# Bullshark sighting at SPSP!



## Mastrbaitr (May 7, 2014)

I think I need a bigger rod....


----------



## Hueski (Feb 5, 2012)

Yup me to.
I fish 2 miles south of there. 
Would be nice to hook up with it.


----------



## catman (May 28, 2001)

There's been sharks around the Bay Bridge since it was built. Two 7' bulls were caught last week on hook & line at Fisherman's Bay which is just north of the Nanticoke River.


----------



## MulGoGi (Dec 2, 2009)

what should we do if we catch one on the surf?


----------



## goinfishing (Sep 10, 2013)

MulGoGi said:


> what should we do if we catch one on the surf?


RUN!! Hahaha


----------



## Joey (May 27, 2001)

Here's an article about it.

http://www.baltimoresun.com/features/green/blog/bs-md-shark-sandy-point-20140722,0,3414871.story


----------



## Mastrbaitr (May 7, 2014)

MulGoGi said:


> what should we do if we catch one on the surf?
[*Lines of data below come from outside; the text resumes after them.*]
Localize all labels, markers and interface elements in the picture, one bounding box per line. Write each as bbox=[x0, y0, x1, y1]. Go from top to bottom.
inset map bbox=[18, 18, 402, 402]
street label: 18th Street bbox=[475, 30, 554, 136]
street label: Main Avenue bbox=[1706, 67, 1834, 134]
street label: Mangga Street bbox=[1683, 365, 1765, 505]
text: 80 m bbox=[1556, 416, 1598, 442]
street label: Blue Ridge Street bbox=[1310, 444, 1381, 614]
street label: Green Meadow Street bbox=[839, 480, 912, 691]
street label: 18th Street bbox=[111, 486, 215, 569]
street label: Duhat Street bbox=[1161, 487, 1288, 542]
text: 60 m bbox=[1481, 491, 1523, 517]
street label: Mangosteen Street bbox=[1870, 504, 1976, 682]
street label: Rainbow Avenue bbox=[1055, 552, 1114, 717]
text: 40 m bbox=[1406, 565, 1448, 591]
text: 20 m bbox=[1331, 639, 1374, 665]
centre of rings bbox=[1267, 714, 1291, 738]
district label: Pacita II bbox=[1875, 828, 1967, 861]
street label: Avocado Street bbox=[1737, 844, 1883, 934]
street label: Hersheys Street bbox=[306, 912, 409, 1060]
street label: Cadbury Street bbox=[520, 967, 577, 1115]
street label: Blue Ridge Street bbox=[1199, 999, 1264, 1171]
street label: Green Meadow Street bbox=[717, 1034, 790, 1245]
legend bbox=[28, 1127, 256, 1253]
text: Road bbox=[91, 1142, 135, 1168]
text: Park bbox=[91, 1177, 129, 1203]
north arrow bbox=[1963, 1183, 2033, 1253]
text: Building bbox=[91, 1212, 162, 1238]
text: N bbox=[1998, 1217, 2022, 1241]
Shark meat a really good but the problem is with high mercury levels since they are predatory feeders.


----------



## surfnsam (Apr 28, 2008)

Mako and thrashers are the only good1s to eat also dogfish. The rest urinate through their skin ruining the meat.


----------



## CoolDude (Sep 28, 2010)

You just have to prep it properly. I've never caught one over 4' that I ate. In the keys we used to always catch small bonnet shark and they were good eating.


----------



## jigmeister (Feb 23, 2013)

From this morning folks










My buddy Jake: A nice bull for the matador this morning. 15 feet of water. 12 pound test on a bass rod. Just right.


----------



## Mastrbaitr (May 7, 2014)

jigmeister said:


> From this morning folks
> 
> 
> 
> ...


I need a boat....


----------



## surfnsam (Apr 28, 2008)

I guess no one heard about the bull shark sighted at spsp that closed the beach for a while this week.
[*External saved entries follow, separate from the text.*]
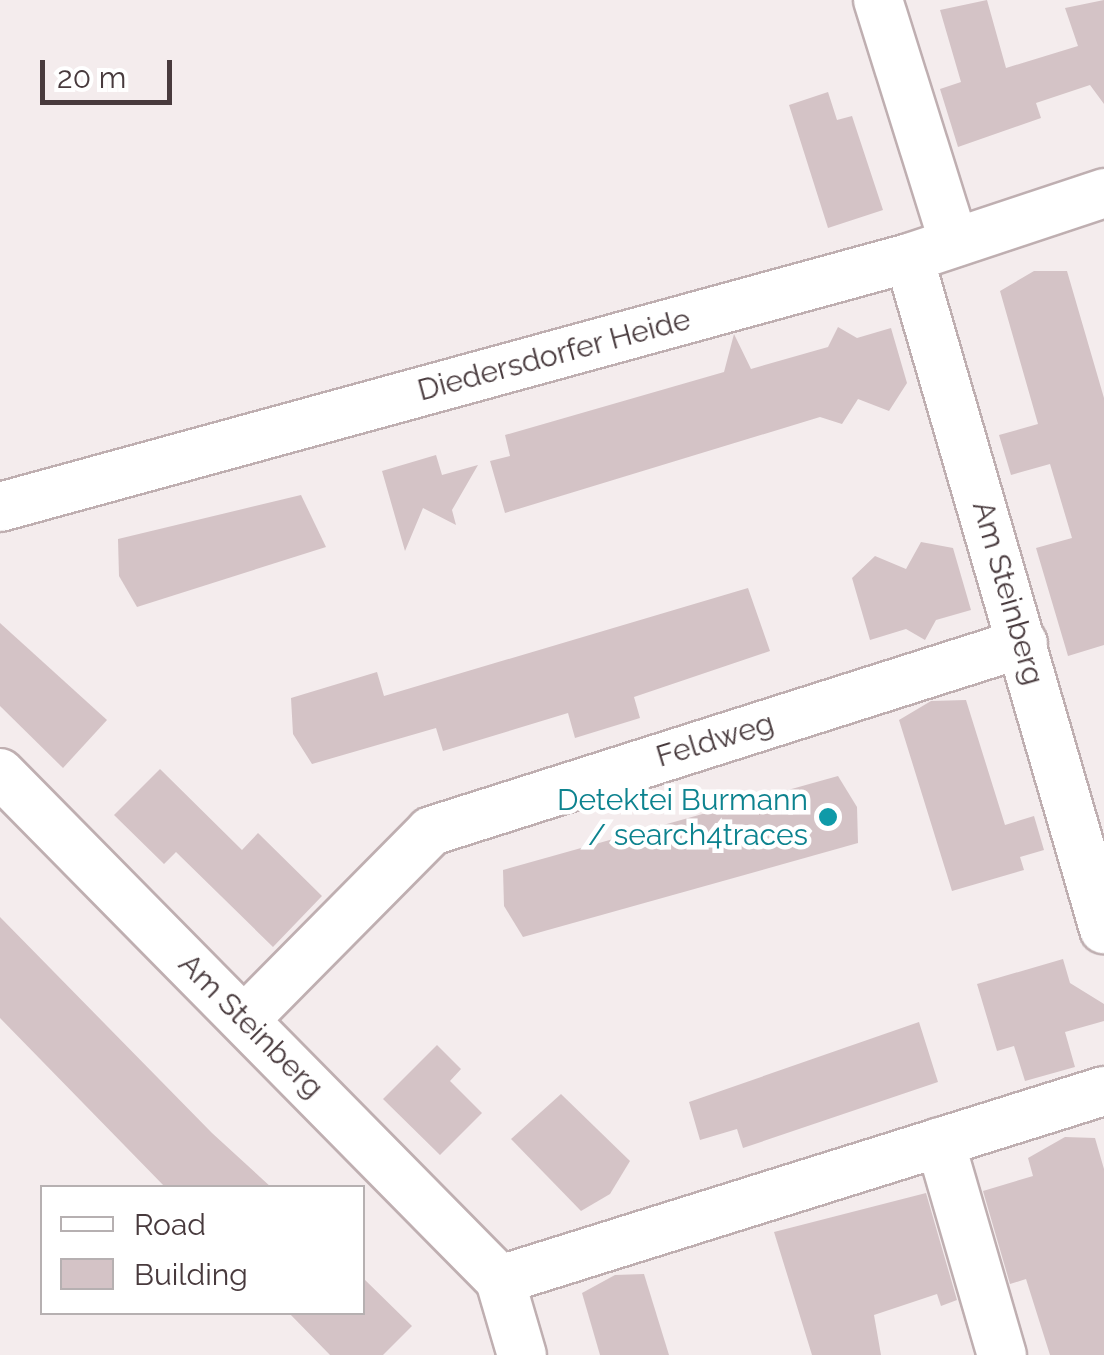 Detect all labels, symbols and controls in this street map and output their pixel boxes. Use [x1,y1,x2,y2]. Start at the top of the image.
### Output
scale bar [45,40,178,102]
text: 20 m [57,60,126,95]
street label: Diedersdorfer Heide [413,301,695,409]
street label: Am Steinberg [965,497,1051,689]
street label: Feldweg [652,705,778,775]
place label: Detektei Burmann / search4traces [557,782,808,852]
marker: Detektei Burmann / search4traces [817,806,839,828]
street label: Am Steinberg [171,946,331,1106]
legend [40,1185,365,1315]
text: Road [134,1207,206,1242]
text: Building [134,1257,248,1292]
Sharks have been in the bay for millions of years, used to hunt shark teeth as a kid on the beach in north beach.


----------



## mungk (Jul 11, 2013)

this past weekend my employee said that they were using a copter to spot the sharks.


----------



## Windrift00 (Jun 4, 2011)

surfnsam said:


> I guess no one heard about the bull shark sighted at spsp that closed the beach for a while this week.
> 
> Sharks have been in the bay for millions of years, used to hunt shark teeth as a kid on the beach in north beach.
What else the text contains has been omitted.